Author, veteran journalist and Editor-in-Chief of the Brighter Kashmir newspaper Farooq Wani has just come out with two books — The Changing Colours of Chinar: Recollections of a Kashmiri Journalist and Sheikh-ul-Alam (RA): Kashmir’s Mystic Sufi Saint.
Neither of these two books seeks to impose an opinion, but rather chooses to inform the reader. Both volumes, as the title of the first indicates, are in fact, reflections and recollections of happenings in the Kashmir Valley to which author Wani was a personal witness.
The 77-chapter Changing Colours of Chinar is a timely publication, coming at a time when the UT of J&K is perceptively undergoing large-scale change and development, ticking off many of the socio-economic and infrastructure-linked mark-ups/indices, and in yet, contrastingly, as a region, still faces challenges of geopolitics, militancy, ingrained and hard to alter domestic dogma, base level administrative lethargy and social evils like drug addiction, environmental degradation, et al. Misreporting on facts and spreading disinformation to suit the political palate is another challenge.
Wielding his pen, or rather his laptop keys with felicity, Farooq Wani takes us into the past on a journey of nearly two decades of covering a wide range of issues that have left an indelible impact on Kashmiri society, be it politics, the impact of the abrogation of Articles 370 and 35-A, diplomacy, international relations, entertainment and culture, the instances when the army, paramilitaries and the J&K police have stepped in to ensure an atmosphere of peace, stability, improved community and civic engagement, the clear and ever present danger of a two-front conflict breaking out, with Pakistan on the West and China on the north, the drugs menace and the continuing allure of militancy for a large section of Kashmiri youth, the huge challenge for creating jobs to wean youth away from activities that destabilise society and families, an appeal to restore Kashmir again as the go to place for Bollywood, as it once was between the 1950s and 1980s and efforts to make Kashmir a region of aspiring achievers. As a reader looking into Kashmir from the outside, the book was enjoyably informative without being opinionated, and also convinces us to introspect on what kind of J&K we want for ourselves. The section on personalities with whom Wani met and engaged with was particularly of great interest.
Changing Colours of Chinar presents a fresh perspective in the mode of an observer. Definitely, it makes for a one time read.

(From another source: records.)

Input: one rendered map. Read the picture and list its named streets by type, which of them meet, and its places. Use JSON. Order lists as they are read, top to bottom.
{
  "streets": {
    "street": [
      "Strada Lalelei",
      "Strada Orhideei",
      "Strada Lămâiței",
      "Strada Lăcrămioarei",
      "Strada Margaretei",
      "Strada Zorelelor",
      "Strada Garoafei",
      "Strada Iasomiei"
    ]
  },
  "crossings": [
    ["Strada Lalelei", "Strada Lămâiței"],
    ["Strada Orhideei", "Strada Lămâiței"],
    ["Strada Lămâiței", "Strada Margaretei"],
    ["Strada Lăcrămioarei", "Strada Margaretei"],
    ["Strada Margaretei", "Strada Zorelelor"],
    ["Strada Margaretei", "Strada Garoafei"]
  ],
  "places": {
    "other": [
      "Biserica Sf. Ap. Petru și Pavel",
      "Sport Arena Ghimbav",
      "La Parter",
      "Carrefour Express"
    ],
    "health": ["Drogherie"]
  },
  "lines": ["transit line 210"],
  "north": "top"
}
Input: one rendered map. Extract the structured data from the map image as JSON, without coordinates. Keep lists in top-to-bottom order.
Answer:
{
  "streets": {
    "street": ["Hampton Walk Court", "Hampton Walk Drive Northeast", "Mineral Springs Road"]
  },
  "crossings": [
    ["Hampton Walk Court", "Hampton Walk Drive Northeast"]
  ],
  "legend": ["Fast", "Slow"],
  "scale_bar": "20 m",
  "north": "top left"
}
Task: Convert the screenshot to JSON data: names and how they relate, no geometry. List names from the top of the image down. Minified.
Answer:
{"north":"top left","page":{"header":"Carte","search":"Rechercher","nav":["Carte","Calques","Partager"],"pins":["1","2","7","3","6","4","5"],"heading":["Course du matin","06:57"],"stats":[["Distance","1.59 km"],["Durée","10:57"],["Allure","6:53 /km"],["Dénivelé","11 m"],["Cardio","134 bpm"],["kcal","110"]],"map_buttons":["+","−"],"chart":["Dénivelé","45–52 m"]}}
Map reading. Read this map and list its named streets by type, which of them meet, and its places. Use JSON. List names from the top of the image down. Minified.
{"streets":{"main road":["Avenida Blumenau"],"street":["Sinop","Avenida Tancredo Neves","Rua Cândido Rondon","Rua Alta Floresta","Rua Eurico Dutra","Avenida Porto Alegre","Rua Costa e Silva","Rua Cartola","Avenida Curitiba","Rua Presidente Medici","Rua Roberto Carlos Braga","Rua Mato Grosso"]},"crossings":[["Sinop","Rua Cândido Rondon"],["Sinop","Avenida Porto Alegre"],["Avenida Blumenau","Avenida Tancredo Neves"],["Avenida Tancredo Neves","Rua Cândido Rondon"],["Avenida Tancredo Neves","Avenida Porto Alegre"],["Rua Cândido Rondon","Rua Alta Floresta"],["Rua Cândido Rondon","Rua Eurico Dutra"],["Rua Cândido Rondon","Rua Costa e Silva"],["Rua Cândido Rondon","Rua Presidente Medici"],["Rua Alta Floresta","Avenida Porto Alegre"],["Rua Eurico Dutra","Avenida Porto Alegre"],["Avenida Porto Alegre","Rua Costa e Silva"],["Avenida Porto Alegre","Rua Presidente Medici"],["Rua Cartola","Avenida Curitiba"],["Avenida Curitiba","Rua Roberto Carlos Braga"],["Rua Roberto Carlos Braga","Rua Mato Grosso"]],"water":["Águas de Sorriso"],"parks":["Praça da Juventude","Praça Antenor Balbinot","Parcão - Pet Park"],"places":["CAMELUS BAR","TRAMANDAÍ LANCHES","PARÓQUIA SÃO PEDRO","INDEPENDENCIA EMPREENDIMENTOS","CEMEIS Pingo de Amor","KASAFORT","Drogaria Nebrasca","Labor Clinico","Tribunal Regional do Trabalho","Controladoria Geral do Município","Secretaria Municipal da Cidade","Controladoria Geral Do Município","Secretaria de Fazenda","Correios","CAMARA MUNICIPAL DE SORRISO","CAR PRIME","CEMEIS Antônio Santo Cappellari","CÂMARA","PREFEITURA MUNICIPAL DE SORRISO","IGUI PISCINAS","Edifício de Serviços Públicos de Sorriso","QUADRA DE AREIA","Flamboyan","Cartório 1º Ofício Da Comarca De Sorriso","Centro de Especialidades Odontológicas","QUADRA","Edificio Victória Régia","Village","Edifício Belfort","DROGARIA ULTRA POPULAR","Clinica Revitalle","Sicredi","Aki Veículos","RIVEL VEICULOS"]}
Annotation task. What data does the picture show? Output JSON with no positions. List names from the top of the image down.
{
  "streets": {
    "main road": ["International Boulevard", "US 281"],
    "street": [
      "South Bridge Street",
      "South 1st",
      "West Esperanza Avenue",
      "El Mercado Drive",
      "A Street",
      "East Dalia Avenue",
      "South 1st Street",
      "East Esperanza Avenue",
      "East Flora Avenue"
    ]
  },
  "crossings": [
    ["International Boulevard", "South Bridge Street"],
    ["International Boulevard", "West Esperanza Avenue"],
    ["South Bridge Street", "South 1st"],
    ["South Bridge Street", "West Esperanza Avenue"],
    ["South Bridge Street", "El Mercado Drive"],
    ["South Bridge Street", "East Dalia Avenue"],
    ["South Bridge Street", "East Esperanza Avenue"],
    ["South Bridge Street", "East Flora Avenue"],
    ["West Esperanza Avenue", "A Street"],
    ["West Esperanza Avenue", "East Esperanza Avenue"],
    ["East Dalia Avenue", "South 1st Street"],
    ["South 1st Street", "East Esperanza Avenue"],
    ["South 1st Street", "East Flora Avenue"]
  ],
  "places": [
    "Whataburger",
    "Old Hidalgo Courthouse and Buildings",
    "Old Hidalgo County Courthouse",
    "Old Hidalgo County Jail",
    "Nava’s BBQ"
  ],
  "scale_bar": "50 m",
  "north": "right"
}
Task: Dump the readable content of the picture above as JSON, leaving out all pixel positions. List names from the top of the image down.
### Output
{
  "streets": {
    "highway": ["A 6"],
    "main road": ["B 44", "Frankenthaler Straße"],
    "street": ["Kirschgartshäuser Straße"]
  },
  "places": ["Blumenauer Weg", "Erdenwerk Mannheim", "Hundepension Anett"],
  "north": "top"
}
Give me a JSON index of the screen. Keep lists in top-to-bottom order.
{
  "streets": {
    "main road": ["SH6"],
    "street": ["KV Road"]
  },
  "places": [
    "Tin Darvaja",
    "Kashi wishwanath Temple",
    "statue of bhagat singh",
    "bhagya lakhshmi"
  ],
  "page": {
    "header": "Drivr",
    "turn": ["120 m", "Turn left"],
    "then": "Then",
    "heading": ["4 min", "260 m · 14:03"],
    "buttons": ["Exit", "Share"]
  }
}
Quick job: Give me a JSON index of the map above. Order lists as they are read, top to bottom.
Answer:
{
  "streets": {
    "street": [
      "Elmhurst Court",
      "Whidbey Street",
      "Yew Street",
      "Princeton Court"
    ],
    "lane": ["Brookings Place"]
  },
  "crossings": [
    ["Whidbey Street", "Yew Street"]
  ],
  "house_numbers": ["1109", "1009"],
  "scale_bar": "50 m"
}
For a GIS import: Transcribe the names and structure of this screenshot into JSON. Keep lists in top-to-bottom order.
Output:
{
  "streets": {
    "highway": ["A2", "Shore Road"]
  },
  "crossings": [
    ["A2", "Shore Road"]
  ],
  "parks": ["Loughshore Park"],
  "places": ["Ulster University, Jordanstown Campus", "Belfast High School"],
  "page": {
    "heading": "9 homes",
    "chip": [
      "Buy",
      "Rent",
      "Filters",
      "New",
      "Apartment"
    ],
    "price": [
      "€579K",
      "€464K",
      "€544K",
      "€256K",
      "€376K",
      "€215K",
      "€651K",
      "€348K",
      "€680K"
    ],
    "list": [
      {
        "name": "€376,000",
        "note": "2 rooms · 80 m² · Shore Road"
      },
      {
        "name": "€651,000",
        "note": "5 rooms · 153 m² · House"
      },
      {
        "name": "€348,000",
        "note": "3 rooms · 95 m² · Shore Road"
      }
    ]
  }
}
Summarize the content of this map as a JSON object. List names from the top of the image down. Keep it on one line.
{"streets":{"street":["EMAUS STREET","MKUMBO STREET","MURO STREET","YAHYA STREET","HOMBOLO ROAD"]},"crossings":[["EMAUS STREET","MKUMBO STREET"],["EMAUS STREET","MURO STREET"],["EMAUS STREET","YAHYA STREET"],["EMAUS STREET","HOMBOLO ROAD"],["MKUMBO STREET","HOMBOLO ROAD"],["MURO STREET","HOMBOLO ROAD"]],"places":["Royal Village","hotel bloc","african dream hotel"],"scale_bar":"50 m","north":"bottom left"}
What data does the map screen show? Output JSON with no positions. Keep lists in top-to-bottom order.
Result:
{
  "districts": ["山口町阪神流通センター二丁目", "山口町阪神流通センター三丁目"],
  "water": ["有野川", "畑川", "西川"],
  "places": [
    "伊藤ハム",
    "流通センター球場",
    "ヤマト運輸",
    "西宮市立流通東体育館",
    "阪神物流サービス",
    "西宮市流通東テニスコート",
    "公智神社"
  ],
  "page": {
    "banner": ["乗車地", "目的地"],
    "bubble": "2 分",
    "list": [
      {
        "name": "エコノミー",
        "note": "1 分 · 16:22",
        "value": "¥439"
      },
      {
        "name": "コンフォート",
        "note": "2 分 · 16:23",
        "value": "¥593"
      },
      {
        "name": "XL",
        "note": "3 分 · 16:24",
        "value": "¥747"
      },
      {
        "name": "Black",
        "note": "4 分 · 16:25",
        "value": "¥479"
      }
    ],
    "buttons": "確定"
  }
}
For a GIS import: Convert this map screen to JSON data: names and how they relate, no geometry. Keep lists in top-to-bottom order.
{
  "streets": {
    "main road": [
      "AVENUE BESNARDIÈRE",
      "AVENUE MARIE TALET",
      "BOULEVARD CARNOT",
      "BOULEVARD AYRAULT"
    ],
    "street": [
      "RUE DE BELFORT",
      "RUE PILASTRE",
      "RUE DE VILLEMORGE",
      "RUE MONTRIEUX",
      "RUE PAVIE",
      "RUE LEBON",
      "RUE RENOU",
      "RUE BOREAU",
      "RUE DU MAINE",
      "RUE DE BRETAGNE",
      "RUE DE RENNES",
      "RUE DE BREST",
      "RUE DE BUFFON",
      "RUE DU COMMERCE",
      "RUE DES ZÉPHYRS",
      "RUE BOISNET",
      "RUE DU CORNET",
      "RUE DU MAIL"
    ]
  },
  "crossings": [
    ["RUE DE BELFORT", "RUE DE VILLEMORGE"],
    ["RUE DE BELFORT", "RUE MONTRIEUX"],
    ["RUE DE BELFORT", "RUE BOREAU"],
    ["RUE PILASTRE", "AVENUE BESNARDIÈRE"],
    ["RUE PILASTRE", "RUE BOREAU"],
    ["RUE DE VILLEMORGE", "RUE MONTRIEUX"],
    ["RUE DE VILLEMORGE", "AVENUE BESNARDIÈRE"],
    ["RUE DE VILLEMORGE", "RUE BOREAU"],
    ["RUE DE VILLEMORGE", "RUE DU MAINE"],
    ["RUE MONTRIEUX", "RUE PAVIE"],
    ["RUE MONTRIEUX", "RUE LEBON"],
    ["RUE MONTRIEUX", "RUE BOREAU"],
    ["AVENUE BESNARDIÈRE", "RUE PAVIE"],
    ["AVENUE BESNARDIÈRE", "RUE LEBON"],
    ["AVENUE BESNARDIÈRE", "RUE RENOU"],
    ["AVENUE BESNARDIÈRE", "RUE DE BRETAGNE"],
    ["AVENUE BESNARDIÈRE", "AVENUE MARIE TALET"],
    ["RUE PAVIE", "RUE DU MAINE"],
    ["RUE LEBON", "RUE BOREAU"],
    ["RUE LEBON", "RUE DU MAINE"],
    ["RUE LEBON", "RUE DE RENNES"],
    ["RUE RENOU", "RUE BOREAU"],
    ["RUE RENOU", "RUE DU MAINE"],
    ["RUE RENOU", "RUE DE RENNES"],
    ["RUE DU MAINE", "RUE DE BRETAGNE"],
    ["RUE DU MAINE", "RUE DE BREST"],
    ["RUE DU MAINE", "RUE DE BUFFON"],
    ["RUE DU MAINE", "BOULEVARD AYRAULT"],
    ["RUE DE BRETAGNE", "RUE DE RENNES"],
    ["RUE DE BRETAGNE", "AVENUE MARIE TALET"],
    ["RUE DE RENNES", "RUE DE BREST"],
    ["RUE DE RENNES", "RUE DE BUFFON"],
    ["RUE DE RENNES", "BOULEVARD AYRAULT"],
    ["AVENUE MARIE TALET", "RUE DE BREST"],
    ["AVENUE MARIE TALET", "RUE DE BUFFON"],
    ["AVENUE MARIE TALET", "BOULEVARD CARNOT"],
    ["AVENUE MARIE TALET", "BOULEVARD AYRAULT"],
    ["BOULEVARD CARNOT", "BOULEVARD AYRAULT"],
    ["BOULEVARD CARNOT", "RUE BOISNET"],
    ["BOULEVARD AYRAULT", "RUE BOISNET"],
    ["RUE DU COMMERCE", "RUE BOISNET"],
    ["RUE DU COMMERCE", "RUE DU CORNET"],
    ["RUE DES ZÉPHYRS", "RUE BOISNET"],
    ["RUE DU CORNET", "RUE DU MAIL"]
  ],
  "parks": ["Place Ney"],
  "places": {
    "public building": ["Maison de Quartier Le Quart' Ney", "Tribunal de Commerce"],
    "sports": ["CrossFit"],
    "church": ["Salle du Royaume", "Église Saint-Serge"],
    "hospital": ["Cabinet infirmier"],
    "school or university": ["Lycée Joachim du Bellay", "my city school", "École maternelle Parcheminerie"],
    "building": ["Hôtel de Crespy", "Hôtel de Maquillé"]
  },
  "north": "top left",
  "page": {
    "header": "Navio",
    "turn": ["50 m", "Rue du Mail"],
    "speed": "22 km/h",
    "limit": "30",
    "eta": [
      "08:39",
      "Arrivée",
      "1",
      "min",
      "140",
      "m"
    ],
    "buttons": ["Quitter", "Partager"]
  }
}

The second book on Sheikh-ul-Alam (RA), is more of a tribute to a religious inclined human being who spent a major part of his life promoting harmony between disparate communities of Kashmir and slightly beyond, and has acquired the stature of a legendary spiritual guide for generations of Kashmiris, including the author. It is biographical in parts, but the focus remains on the many musings and scholarly positions of the Sheikh, each of which emerged from his experiences while wandering across the length and breadth of Kashmir.
The book lucidly reflects on the importance of the spirit of Kashmiriyat as it existed then and which we speak of today often when opportunity provides, sometimes without understanding its deeper meaning. Be that as it may, it is unthinkable to contemplate Kashmiriyat without referencing spiritual legends like Sheikh-ul-Alam and Lal Ded (a.k.a. Lalleshwari).